(Directions)
What is the number of lines in the entries that contain the word "center"? Answer with that figure alone.

Dataset entries:

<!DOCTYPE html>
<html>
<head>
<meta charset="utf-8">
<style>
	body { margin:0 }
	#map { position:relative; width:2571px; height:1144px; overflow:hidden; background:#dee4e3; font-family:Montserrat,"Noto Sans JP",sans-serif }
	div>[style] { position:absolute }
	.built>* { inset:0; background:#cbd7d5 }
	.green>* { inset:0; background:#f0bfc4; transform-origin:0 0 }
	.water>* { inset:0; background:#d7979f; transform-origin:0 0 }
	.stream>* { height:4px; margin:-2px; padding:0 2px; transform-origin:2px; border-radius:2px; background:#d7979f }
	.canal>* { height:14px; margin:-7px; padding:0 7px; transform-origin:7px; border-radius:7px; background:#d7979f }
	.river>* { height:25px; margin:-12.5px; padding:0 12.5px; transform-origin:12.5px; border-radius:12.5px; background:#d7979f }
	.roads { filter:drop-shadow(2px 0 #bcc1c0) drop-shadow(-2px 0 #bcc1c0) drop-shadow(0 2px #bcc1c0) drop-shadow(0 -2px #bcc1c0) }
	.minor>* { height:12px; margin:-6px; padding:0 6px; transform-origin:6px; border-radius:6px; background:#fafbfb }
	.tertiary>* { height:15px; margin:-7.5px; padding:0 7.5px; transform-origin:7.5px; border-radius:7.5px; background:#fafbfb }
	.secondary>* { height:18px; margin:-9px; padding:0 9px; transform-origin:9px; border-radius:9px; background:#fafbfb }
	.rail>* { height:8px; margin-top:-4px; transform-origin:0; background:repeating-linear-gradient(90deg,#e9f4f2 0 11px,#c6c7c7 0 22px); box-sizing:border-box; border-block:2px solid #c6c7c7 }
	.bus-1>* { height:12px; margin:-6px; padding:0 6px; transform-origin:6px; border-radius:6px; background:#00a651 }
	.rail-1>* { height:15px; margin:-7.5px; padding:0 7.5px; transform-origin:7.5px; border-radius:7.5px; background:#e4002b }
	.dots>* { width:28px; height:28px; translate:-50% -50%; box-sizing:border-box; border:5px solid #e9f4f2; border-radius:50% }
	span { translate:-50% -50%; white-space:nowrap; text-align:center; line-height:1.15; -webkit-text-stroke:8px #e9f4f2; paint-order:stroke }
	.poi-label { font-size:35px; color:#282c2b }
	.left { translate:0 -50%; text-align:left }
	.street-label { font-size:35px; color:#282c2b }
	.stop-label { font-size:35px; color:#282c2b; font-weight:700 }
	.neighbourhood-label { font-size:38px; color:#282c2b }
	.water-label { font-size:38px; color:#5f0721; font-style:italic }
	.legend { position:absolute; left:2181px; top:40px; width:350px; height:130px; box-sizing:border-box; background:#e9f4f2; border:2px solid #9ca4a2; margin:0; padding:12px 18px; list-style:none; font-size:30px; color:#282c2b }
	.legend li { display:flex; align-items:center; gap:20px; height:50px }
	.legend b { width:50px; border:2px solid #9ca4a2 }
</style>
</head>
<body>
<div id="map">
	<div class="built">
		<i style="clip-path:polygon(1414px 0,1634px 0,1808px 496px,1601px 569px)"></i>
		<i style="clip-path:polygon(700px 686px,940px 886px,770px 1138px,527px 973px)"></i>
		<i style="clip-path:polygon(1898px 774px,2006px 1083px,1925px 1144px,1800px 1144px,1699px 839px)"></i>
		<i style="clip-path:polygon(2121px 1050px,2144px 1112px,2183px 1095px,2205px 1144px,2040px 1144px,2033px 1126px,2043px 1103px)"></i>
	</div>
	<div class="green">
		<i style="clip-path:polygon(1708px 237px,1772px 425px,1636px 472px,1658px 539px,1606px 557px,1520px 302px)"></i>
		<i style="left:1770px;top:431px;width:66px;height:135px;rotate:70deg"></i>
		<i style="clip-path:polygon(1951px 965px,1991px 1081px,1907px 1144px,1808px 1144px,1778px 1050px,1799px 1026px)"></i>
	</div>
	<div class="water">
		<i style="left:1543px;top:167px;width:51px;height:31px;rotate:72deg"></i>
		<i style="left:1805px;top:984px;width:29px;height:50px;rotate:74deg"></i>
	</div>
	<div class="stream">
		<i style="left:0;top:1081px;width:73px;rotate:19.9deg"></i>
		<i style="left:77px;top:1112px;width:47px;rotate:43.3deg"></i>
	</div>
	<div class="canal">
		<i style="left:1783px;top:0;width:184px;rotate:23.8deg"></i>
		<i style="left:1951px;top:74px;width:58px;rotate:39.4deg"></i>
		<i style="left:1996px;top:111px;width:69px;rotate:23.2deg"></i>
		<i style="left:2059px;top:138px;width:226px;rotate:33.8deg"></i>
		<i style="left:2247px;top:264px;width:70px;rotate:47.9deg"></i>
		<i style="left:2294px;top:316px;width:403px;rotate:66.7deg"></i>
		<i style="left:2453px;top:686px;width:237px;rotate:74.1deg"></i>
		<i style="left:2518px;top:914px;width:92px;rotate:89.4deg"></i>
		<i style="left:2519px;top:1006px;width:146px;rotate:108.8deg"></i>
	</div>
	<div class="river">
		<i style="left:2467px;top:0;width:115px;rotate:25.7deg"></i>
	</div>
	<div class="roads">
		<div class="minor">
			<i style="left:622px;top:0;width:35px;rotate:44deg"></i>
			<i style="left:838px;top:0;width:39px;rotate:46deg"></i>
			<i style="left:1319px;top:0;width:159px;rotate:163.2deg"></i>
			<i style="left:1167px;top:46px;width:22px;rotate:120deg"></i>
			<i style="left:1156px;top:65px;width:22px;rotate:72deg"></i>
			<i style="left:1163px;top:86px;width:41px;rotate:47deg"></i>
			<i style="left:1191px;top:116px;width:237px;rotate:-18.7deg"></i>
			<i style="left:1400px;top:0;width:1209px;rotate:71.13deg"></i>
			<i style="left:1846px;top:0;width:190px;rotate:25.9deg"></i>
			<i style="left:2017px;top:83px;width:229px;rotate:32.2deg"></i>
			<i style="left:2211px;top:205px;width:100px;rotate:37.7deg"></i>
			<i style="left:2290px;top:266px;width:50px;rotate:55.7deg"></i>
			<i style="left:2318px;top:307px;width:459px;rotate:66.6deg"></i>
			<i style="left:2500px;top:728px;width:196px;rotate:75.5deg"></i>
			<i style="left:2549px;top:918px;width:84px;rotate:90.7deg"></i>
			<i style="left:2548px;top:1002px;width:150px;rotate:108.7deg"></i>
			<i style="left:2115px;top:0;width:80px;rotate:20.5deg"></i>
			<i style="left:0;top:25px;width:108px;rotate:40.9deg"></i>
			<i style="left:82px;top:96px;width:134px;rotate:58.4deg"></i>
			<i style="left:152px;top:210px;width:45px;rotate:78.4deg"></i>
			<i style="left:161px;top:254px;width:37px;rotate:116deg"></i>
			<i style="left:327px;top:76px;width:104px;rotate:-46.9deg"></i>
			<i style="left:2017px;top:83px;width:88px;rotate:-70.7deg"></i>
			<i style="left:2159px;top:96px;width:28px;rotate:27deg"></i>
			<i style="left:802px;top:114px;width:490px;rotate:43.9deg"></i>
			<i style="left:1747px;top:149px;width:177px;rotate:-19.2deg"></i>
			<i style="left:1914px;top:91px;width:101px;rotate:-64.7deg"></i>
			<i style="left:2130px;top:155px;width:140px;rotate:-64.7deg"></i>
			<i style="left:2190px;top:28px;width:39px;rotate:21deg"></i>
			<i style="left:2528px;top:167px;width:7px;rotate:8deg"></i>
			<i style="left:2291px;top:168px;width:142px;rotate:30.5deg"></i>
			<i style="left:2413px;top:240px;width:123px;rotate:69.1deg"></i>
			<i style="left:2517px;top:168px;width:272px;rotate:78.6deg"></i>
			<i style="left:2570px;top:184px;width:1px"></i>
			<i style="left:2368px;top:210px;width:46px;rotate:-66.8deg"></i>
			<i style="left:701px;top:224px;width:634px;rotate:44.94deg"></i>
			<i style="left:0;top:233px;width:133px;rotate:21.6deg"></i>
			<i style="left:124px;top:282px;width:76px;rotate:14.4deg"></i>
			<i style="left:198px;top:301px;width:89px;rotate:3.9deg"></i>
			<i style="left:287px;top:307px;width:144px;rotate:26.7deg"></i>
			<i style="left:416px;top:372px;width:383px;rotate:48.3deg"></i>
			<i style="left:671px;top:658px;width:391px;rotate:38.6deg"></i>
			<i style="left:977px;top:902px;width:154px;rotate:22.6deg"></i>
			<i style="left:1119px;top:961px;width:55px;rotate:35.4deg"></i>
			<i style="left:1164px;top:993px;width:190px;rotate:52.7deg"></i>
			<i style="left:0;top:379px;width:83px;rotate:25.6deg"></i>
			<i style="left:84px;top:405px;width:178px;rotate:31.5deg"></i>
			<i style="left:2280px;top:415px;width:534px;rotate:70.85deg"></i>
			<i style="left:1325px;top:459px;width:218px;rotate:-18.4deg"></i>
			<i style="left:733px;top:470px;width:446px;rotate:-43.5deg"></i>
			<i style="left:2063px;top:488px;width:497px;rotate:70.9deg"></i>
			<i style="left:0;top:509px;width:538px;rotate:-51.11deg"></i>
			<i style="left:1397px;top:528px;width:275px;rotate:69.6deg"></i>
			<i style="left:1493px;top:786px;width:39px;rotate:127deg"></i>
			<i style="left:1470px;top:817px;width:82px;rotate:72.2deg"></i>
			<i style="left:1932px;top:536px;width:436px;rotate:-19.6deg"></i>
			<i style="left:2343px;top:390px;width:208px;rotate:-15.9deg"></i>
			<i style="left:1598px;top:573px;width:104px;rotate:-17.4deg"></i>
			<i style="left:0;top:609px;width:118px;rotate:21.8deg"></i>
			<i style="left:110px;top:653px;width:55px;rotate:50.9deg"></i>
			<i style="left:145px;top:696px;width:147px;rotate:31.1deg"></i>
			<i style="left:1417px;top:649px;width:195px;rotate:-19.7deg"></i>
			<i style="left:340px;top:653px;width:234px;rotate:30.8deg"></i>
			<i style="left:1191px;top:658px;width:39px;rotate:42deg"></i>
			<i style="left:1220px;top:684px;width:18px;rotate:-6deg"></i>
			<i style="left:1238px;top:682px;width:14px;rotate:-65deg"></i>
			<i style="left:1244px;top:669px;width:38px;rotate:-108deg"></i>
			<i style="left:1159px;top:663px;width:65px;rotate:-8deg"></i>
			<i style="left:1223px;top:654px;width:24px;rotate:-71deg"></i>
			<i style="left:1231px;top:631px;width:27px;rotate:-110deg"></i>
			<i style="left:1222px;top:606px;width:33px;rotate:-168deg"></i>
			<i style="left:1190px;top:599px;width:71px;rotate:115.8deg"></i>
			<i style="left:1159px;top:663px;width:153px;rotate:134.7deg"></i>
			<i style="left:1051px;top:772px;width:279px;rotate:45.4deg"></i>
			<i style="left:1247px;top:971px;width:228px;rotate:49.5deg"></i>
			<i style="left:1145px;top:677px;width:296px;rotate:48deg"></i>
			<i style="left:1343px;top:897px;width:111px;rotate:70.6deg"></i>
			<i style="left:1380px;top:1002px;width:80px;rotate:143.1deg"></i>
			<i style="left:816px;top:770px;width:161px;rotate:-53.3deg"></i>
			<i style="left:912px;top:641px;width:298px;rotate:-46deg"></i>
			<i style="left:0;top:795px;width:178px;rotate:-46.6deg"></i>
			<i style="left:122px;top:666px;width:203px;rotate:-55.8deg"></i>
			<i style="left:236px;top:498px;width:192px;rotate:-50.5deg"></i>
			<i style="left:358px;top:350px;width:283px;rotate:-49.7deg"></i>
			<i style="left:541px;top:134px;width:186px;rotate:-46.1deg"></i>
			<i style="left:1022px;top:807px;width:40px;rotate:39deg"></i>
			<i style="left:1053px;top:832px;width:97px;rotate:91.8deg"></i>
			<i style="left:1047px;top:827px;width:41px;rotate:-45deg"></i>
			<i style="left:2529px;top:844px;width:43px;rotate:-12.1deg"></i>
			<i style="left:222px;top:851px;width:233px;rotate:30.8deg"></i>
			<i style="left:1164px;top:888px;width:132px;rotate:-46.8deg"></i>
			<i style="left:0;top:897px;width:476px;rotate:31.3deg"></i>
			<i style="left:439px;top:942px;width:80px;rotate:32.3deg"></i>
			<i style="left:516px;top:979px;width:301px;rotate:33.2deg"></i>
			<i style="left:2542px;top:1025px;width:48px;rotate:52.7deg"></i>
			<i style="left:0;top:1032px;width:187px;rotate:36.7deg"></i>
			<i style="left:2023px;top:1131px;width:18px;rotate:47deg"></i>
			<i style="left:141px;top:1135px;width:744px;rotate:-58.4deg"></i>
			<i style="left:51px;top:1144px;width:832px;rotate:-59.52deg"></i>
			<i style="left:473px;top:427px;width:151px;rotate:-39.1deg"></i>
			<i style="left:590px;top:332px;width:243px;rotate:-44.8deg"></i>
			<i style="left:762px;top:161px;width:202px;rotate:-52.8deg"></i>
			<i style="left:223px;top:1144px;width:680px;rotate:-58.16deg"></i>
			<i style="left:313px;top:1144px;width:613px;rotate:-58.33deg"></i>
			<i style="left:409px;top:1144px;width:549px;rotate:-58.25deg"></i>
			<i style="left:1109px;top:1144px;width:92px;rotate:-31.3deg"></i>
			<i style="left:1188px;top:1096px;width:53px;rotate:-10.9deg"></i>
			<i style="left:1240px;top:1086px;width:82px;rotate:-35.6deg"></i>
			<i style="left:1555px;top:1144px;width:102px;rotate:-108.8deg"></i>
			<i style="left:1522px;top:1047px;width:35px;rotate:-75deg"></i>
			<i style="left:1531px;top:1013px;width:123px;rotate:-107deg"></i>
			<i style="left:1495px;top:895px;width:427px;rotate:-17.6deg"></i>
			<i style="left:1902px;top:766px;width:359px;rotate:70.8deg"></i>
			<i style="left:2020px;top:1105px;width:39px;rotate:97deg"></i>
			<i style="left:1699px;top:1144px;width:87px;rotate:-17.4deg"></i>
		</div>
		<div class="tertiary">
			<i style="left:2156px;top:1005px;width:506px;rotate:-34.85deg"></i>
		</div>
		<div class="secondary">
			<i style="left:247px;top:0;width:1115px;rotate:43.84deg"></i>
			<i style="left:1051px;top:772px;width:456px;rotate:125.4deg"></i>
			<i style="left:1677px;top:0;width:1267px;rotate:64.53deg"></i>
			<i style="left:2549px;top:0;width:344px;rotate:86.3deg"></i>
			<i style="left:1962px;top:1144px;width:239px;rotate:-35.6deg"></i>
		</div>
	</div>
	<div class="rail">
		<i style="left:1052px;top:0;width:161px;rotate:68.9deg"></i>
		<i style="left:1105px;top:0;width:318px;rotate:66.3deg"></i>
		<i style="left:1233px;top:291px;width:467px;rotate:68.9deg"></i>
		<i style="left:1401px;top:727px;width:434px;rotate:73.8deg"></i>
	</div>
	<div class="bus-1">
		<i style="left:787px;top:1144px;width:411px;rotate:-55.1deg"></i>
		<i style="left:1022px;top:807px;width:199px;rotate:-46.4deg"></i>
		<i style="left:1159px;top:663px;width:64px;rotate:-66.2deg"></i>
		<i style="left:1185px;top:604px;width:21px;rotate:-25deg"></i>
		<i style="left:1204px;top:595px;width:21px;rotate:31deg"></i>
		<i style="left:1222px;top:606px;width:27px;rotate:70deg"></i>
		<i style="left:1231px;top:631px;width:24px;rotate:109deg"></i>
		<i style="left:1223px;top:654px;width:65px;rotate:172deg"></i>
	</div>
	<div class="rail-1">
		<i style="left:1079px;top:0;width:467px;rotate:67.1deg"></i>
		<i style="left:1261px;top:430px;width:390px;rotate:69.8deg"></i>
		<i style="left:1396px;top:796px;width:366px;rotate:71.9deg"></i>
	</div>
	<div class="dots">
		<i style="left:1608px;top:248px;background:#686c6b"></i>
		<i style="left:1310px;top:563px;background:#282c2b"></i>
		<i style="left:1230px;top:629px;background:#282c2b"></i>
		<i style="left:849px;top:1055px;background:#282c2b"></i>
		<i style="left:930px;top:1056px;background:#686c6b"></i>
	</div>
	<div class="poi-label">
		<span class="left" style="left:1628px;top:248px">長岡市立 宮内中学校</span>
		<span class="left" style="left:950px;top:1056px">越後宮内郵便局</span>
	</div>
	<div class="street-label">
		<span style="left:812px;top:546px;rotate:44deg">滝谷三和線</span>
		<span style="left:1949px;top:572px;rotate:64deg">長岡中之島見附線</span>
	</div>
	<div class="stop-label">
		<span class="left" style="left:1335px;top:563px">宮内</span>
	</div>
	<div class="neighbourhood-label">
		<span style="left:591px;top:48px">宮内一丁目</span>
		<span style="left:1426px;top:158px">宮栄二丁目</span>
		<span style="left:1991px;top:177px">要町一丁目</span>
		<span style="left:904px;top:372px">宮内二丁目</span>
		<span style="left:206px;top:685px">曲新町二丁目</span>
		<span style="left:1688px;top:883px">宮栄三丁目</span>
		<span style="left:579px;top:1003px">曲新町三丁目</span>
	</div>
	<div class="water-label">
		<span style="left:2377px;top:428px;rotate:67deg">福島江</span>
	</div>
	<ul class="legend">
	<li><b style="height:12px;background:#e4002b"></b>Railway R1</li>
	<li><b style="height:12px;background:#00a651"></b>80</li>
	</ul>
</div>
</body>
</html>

(Exercise output)
2